BEGIN MATERIAL PROVIDED

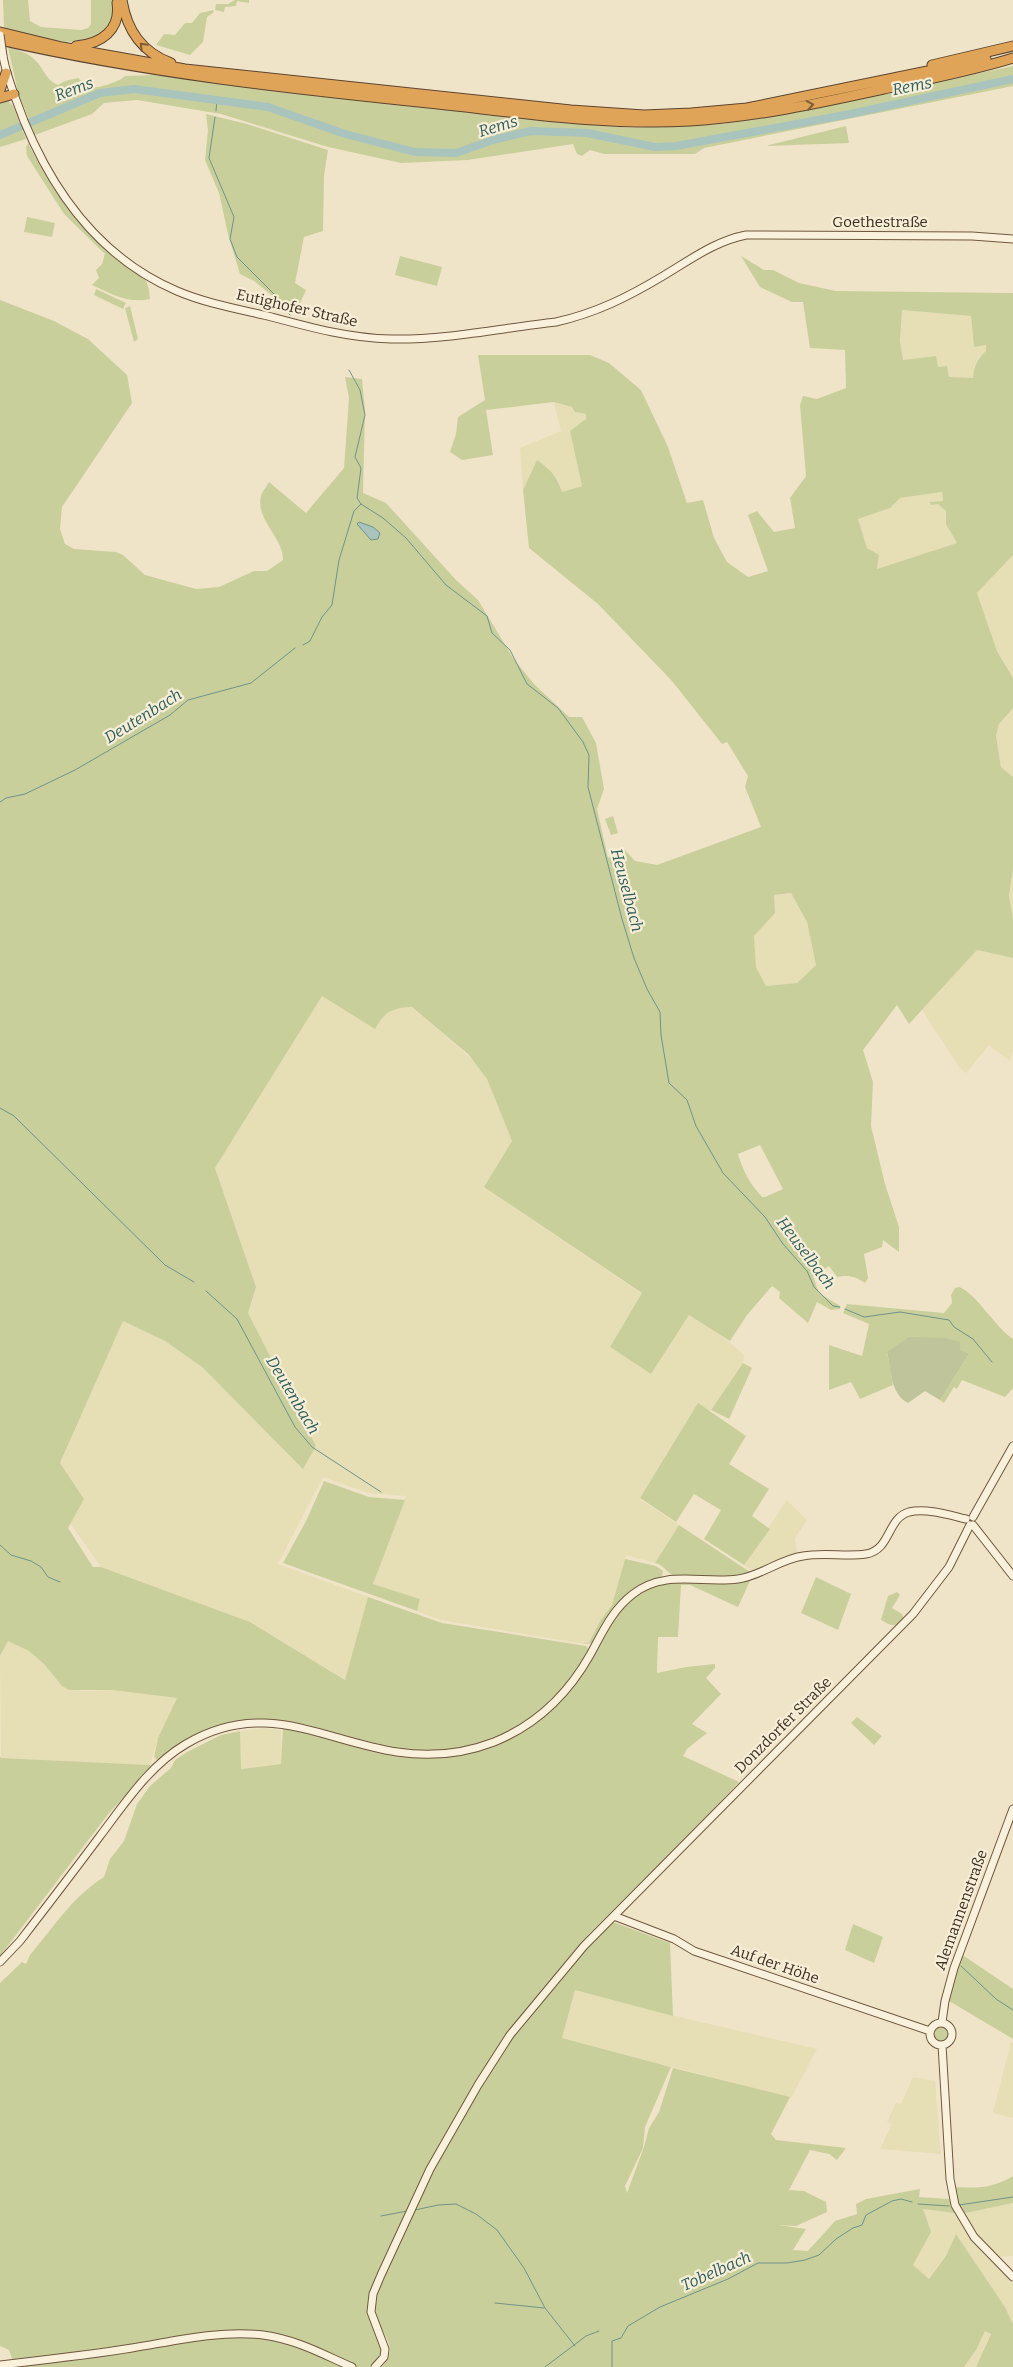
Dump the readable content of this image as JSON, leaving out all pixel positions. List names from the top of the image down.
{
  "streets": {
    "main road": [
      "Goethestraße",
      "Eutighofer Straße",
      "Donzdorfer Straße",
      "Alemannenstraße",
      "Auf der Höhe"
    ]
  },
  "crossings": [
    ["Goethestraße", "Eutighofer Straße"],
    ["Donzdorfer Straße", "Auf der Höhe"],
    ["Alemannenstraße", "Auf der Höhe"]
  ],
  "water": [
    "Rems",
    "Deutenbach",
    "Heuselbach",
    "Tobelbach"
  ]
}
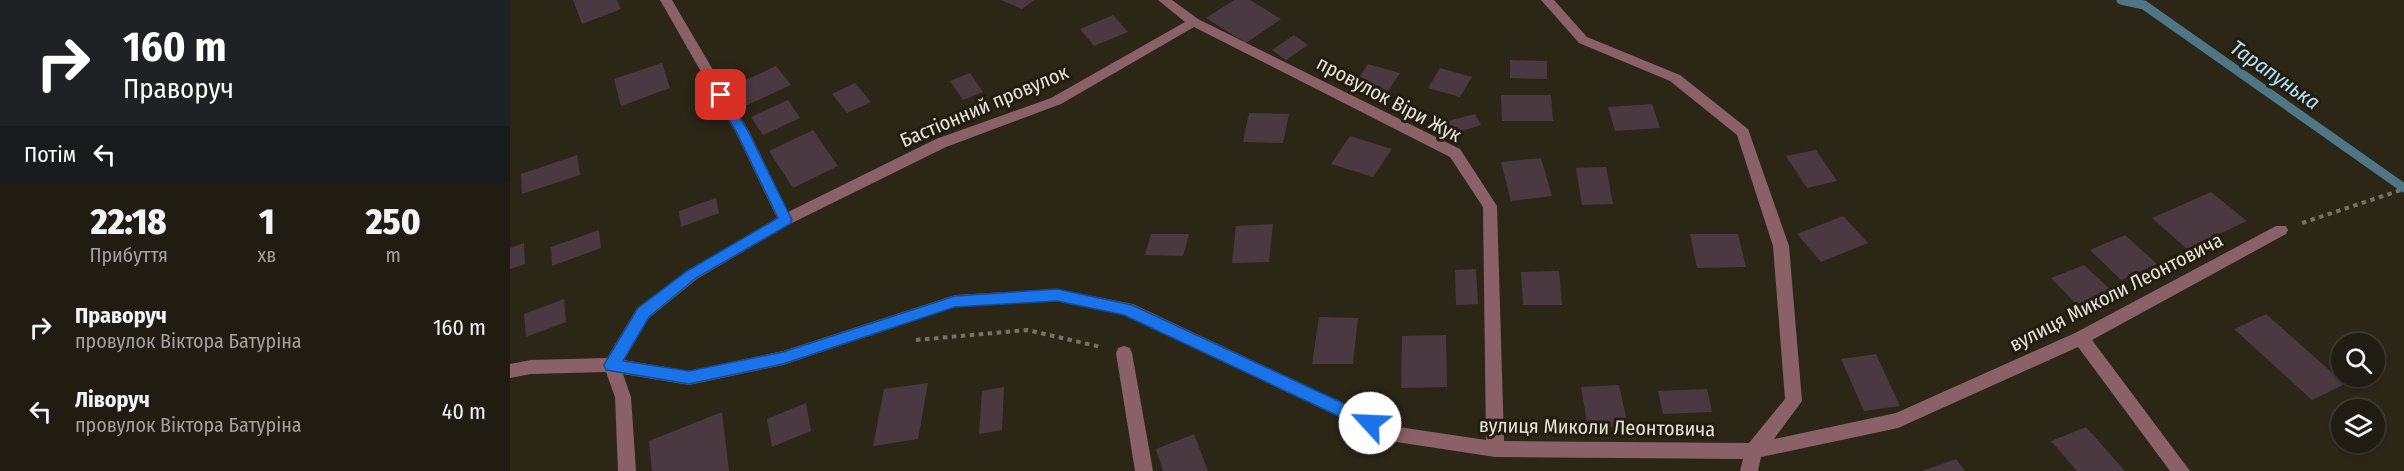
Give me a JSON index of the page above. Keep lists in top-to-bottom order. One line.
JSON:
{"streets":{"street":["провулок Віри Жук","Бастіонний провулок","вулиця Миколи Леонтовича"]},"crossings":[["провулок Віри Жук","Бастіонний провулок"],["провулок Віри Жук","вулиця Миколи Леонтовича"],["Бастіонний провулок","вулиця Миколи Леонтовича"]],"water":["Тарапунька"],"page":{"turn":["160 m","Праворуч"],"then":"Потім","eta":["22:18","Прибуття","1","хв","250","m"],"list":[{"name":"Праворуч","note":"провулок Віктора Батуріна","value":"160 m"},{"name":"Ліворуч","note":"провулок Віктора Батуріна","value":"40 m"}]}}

END MATERIAL PROVIDED

Reproduce each entry word for word and cut the images.

▶ _RESPONSE TO THIS EXERCISE_
Dump the readable content of this image as JSON, leaving out all pixel positions. List names from the top of the image down.
{
  "streets": {
    "main road": [
      "Goethestraße",
      "Eutighofer Straße",
      "Donzdorfer Straße",
      "Alemannenstraße",
      "Auf der Höhe"
    ]
  },
  "crossings": [
    ["Goethestraße", "Eutighofer Straße"],
    ["Donzdorfer Straße", "Auf der Höhe"],
    ["Alemannenstraße", "Auf der Höhe"]
  ],
  "water": [
    "Rems",
    "Deutenbach",
    "Heuselbach",
    "Tobelbach"
  ]
}
Give me a JSON index of the page above. Keep lists in top-to-bottom order. One line.
JSON:
{"streets":{"street":["провулок Віри Жук","Бастіонний провулок","вулиця Миколи Леонтовича"]},"crossings":[["провулок Віри Жук","Бастіонний провулок"],["провулок Віри Жук","вулиця Миколи Леонтовича"],["Бастіонний провулок","вулиця Миколи Леонтовича"]],"water":["Тарапунька"],"page":{"turn":["160 m","Праворуч"],"then":"Потім","eta":["22:18","Прибуття","1","хв","250","m"],"list":[{"name":"Праворуч","note":"провулок Віктора Батуріна","value":"160 m"},{"name":"Ліворуч","note":"провулок Віктора Батуріна","value":"40 m"}]}}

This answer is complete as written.